Introduction
In this blog post, we'll explore the wasiest way to scrape and download a transcript from Youtube for free.For this task, we will use Node.js and a browser library called puppeteer.
The code will launch a browser instance that will open the Youtube video URL and scrape the transcript which you will be able to save on your local machine.
You can use the code from this post to start building your own Youtube transcript downloader.
Prerequisites
To start downloading the transcripts from Youtube, you will need the following things:- Node.js installed on your local machine
- Some basic HTML and JavaScript coding skills.
How to Scrape Youtube Transcript
Before starting, you need to open the URL of a Youtube video that is publicly available and not age-restricted.We will use the following URL:
https://www.youtube.com/watch?v=1WOQumXj0kg
The page will look like the following one:

If you are from EU, a Cookie banner will be shown.
To close it programatically, you need to run the following JavaScript snippet:
document.querySelector('button[aria-label*=cookies]')?.click()
The next step is locating the Show transcript button and clicking it.
To do this programatically, you need to run the following JavaScript snippet:
document.querySelector('ytd-video-description-transcript-section-renderer button').click()

Within a second, the transcript will be shown in the sidebar:

To collect the text nodes that contain the transcript, you need to run this JavaScript snippet:
Array.from(document.querySelectorAll('#segments-container yt-formatted-string')).map(
element => element.textContent?.trim()
).join("\n");
It will generate a text that contains each line from the transcript, joined with a new line:
in this video i'm going to demonstrate
how to web scrape into your bubble
application and i'm going to be using
the web scraper page two api um i was
working on a recent client project and
uh i tried a number of different web
...
How to Download the Youtube Transcript with puppeteer
In this part we will write some Node.js code that will make it possible to download the Youtube transcript.Before we start, we need to make sure that Node.js is installed.
If you are using macOS, you probably have installed Homebrew which makes things a little bit easier:
brew install node
Now we need to create a new folder for our project: youtube-transcript:
mkdir youtube-transcript && cd youtube-transcript
In this folder we will create the package.json file which will contain the information about our project:
{
"name": "transcript",
"version": "1.0.0",
"description": "Youtube transcript parser",
"main": "index.js",
"scripts": {
"start": "npx functions-framework --target=run",
"postinstall": "npx puppeteer browsers install chrome"
},
"author": "Your Name",
"license": "ISC",
"dependencies": {
"puppeteer": "^22.6.0",
"puppeteer-extra": "^3.3.6",
"puppeteer-extra-plugin-stealth": "^2.11.2"
}
}
The next step is installing all the needed packages:
npm install
Now let's create the index.js file and start putting all the things together.
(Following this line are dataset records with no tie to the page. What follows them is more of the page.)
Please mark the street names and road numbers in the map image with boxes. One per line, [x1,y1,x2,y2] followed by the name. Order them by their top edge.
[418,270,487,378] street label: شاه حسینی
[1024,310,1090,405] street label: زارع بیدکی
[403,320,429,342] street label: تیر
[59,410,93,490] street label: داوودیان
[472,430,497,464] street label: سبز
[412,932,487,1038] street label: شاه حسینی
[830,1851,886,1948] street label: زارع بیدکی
const puppeteer = require('puppeteer-extra')
const StealthPlugin = require('puppeteer-extra-plugin-stealth')
// using the stealth plugin to avoid being detected during scraping
puppeteer.use(StealthPlugin())
// this is the main function
const run = async(req, res) => {
const browser = await puppeteer.launch({
headless: "new",
ignoreDefaultArgs: ["--enable-automation"]
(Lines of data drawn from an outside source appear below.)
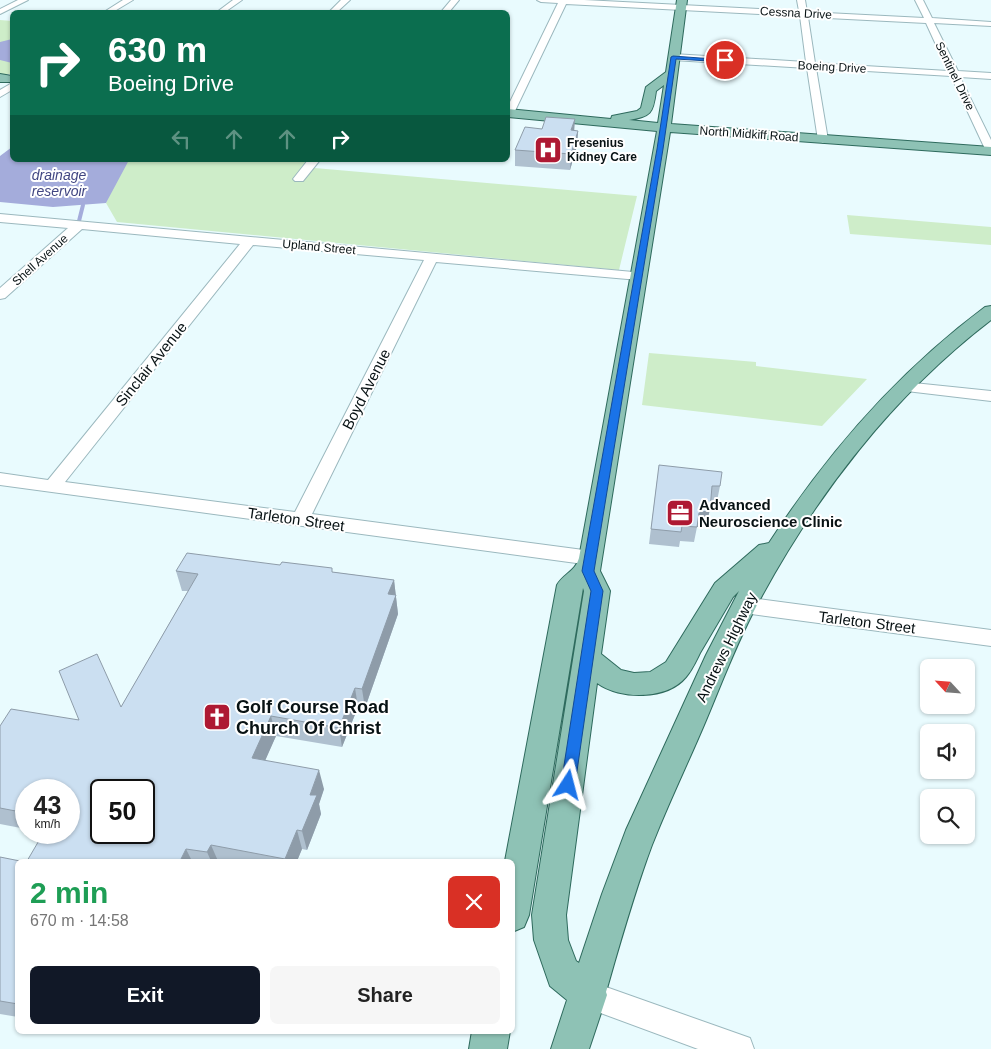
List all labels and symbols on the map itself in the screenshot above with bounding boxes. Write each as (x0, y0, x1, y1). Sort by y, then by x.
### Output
street label: Cessna Drive (760, 4, 833, 22)
pin (704, 39, 746, 81)
street label: Sentinel Drive (932, 39, 978, 113)
street label: Boeing Drive (797, 58, 867, 76)
street label: North Midkiff Road (699, 124, 799, 144)
hospital icon: Fresenius Kidney Care (533, 135, 563, 165)
place label: Fresenius Kidney Care (567, 136, 637, 164)
water label: drainage reservoir (32, 167, 88, 199)
street label: Shell Avenue (9, 231, 71, 289)
street label: Upland Street (282, 237, 357, 257)
street label: Sinclair Avenue (112, 319, 190, 409)
street label: Boyd Avenue (338, 346, 394, 432)
place label: Advanced Neuroscience Clinic (699, 496, 842, 530)
office icon: Advanced Neuroscience Clinic (665, 498, 695, 528)
street label: Tarleton Street (247, 504, 346, 534)
street label: Andrews Highway (692, 589, 760, 705)
street label: Tarleton Street (818, 608, 917, 636)
north arrow (920, 659, 975, 714)
place label: Golf Course Road Church Of Christ (236, 697, 389, 738)
church icon: Golf Course Road Church Of Christ (202, 702, 232, 732)
position arrow (541, 758, 593, 810)
speed limit sign: 50 (90, 779, 155, 844)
}); // Starting the headless browser (Chrome)
const page = await browser.newPage();
let result = null;
const url = process.argv[2] // reading the URL
try {
await page.goto(url, { waitUntil: 'domcontentloaded' }); // opening the youtube URL
await page.evaluate(() => {
document.querySelector('button[aria-label*=cookies]')?.click() // closing the Cookie banner
});
await page.waitForSelector("ytd-video-description-transcript-section-renderer button", {
timeout: 10_000
}) // waiting max 10 seconds for the 'Show transcript' button to appear
await page.evaluate(() => {
document.querySelector('ytd-video-description-transcript-section-renderer button').click()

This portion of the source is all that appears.